*Your objective*: Find the lines of the material below that include the string "data", then copy each one.

*Material provided*:
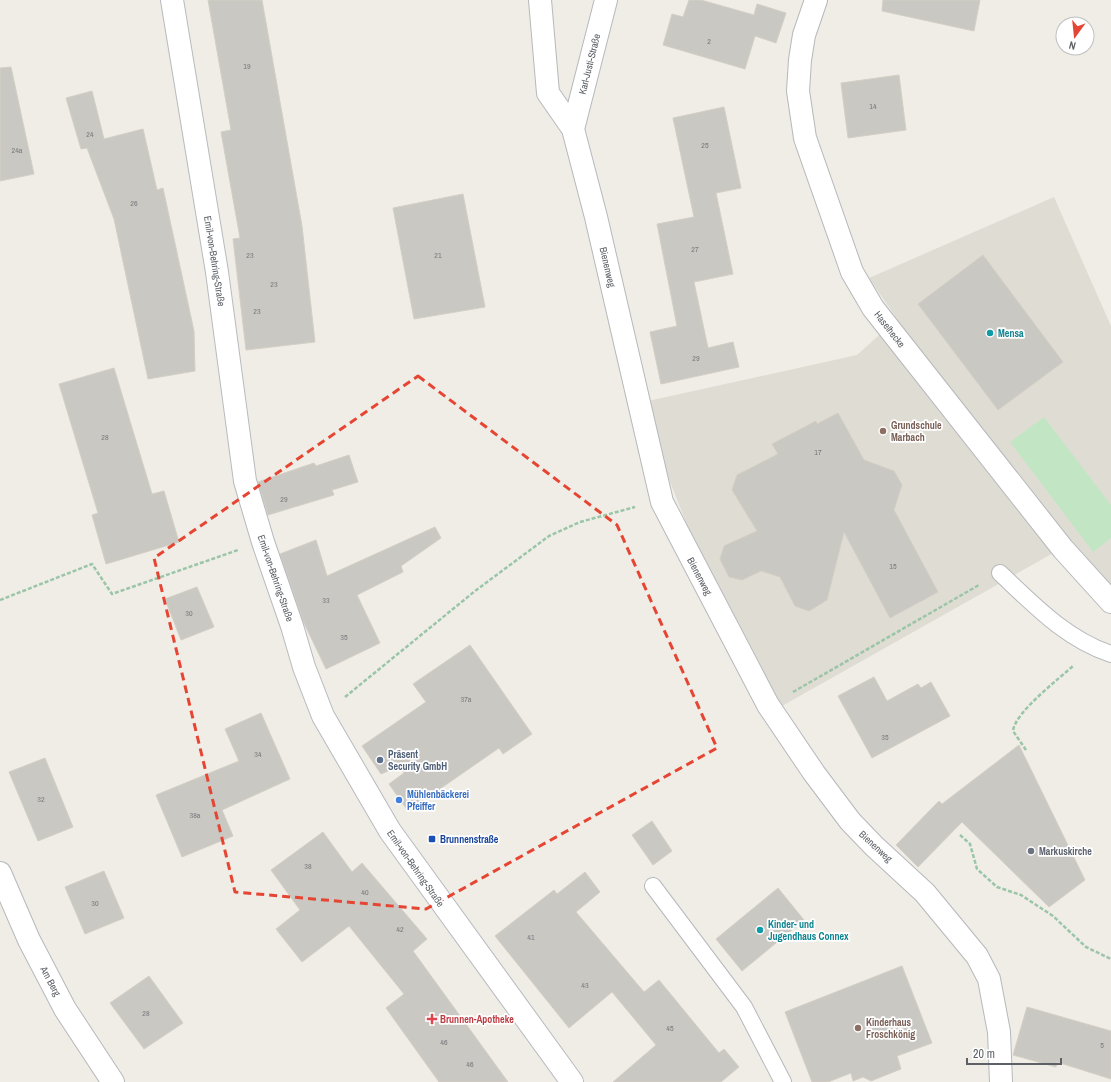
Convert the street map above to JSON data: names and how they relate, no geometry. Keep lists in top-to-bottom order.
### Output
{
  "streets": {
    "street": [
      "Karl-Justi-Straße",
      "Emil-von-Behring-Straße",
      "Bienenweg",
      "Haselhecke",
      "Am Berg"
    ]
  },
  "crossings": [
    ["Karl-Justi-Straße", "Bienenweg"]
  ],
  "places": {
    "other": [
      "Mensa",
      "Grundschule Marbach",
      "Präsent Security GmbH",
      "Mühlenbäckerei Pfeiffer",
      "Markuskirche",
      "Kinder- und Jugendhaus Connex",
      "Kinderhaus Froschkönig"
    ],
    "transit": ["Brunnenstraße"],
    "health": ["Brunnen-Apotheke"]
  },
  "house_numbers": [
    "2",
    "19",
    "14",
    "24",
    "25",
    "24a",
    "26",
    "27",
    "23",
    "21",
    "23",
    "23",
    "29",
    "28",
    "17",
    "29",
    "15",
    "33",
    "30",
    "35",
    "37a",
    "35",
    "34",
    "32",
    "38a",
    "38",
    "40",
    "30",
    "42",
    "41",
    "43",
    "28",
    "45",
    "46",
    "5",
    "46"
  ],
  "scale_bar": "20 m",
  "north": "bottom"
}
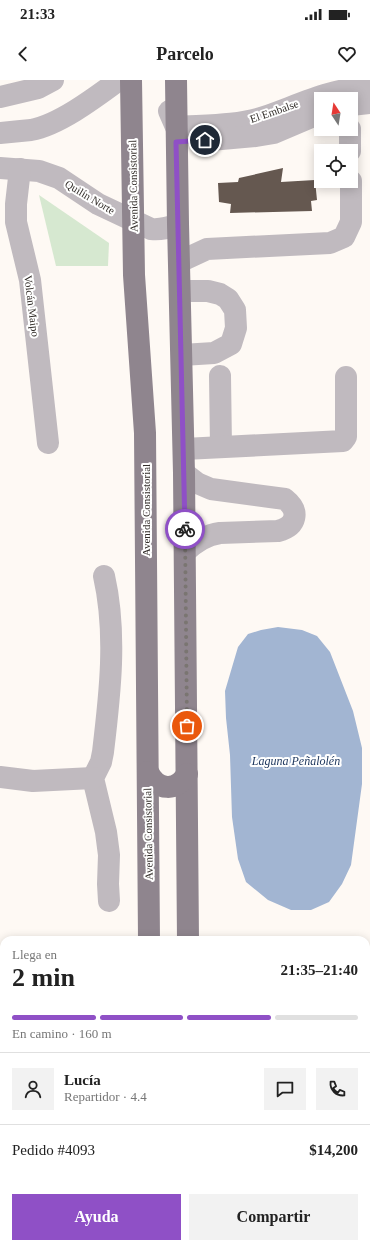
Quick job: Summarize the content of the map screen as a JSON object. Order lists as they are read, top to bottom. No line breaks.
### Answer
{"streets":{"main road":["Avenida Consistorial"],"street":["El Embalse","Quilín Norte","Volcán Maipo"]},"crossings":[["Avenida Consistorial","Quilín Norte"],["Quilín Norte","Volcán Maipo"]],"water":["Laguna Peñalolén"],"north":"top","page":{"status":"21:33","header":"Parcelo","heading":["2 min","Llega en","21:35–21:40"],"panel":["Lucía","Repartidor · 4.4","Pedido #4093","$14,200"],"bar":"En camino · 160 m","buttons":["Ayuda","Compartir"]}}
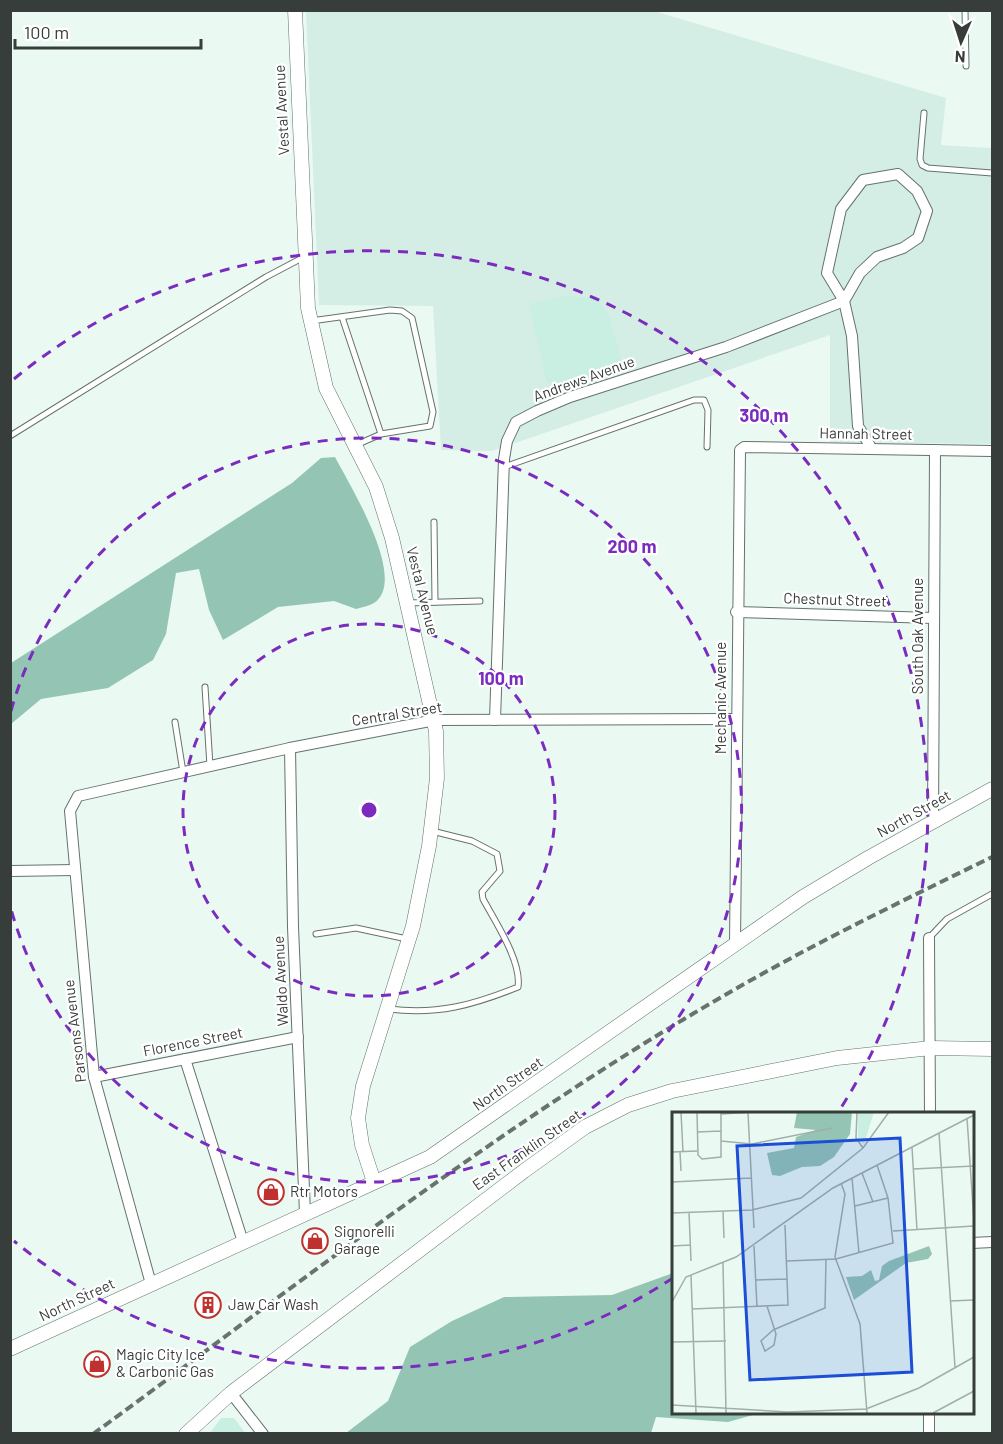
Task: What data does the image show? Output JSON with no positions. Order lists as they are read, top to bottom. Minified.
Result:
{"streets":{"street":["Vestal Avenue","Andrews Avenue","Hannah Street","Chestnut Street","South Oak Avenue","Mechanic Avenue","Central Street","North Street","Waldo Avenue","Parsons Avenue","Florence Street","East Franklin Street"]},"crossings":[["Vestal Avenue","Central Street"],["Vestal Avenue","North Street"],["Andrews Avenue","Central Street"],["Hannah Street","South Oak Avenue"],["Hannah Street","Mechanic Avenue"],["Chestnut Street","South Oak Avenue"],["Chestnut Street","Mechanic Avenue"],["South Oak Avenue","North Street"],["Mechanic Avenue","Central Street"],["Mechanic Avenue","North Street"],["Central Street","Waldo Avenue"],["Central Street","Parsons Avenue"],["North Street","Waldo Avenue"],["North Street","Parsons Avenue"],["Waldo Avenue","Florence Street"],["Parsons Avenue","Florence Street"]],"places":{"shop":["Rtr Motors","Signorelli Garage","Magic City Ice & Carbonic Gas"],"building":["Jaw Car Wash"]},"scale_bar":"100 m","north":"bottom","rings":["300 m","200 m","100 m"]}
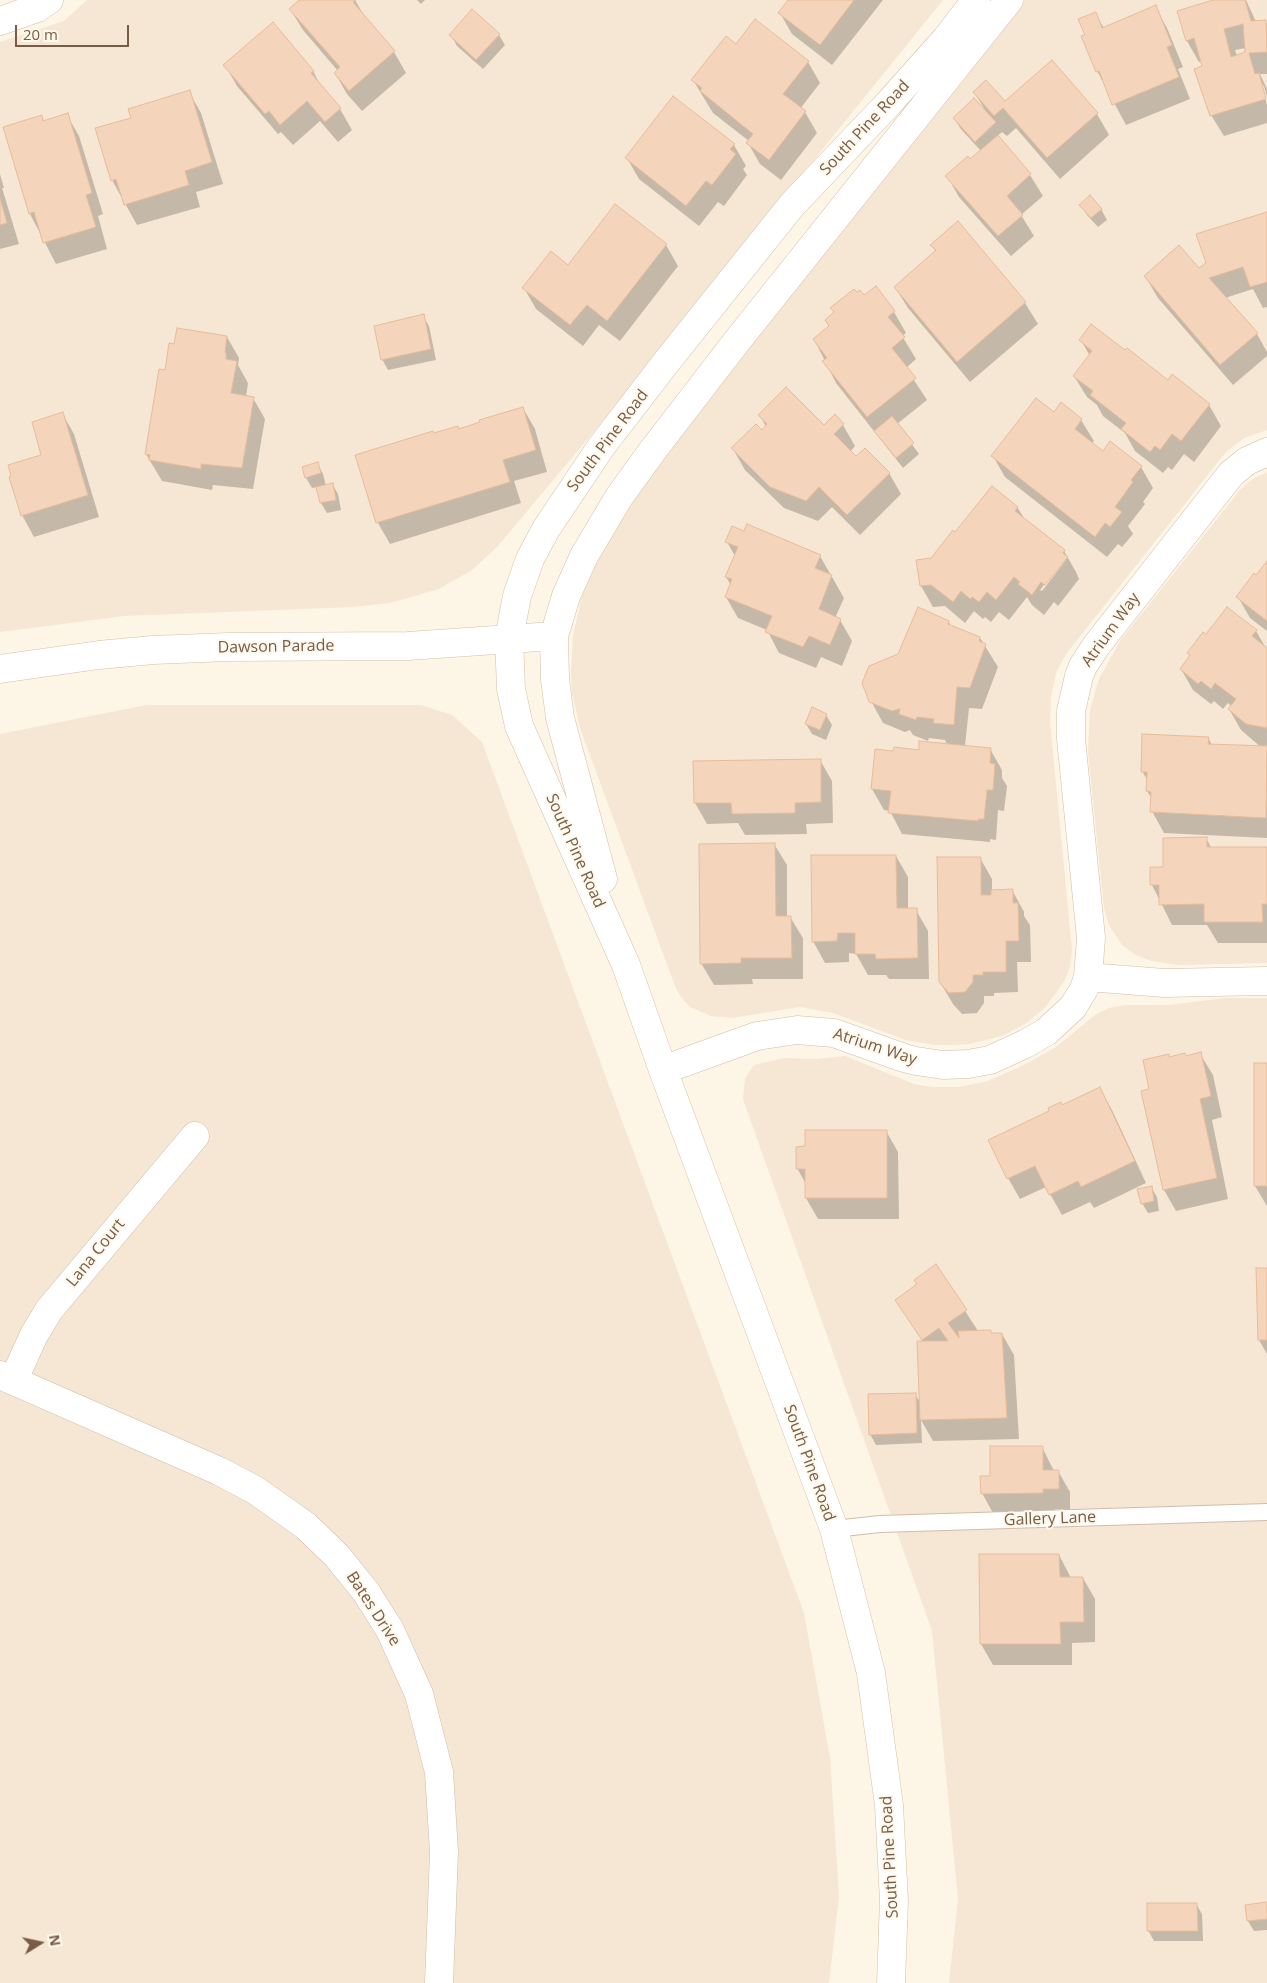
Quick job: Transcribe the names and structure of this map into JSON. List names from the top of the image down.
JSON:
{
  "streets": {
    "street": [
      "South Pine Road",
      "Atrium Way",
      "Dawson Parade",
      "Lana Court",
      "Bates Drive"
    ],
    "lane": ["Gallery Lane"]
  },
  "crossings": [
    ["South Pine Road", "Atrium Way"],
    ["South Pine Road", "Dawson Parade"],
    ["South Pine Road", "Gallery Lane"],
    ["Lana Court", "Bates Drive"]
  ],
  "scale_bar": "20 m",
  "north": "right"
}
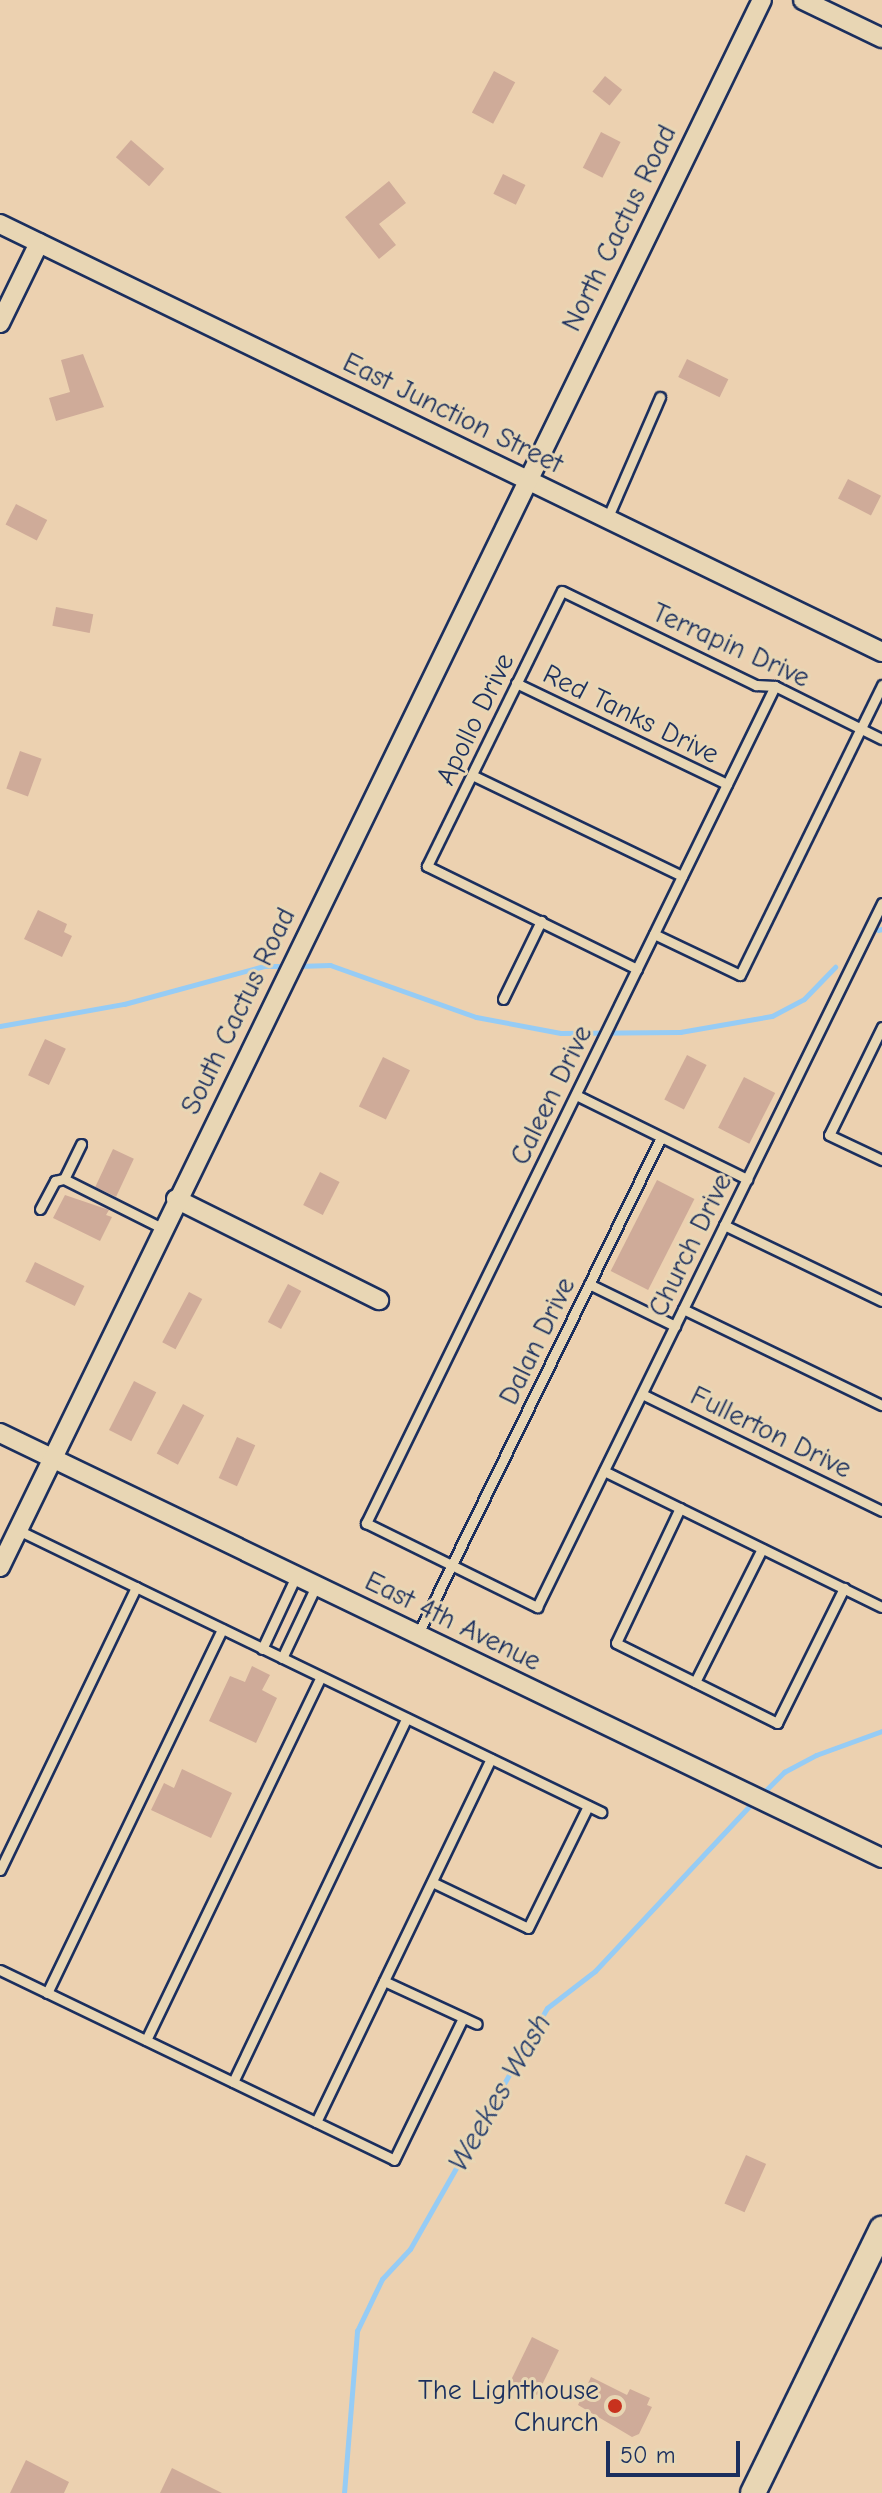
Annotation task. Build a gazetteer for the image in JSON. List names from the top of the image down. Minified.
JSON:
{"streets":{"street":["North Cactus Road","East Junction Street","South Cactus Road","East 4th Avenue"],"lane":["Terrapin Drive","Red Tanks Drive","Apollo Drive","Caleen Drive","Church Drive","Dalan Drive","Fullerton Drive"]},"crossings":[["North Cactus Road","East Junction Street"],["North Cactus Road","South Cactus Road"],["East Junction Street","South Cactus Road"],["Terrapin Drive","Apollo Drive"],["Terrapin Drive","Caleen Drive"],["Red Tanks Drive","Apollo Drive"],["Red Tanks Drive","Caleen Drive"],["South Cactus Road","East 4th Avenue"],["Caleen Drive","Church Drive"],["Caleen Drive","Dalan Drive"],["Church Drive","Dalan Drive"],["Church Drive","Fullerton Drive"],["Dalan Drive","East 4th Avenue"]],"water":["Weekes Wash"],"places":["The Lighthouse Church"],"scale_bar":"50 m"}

*Answer to this task*:
Convert the street map above to JSON data: names and how they relate, no geometry. Keep lists in top-to-bottom order.
Task: What data does the image show? Output JSON with no positions. Order lists as they are read, top to bottom. Minified.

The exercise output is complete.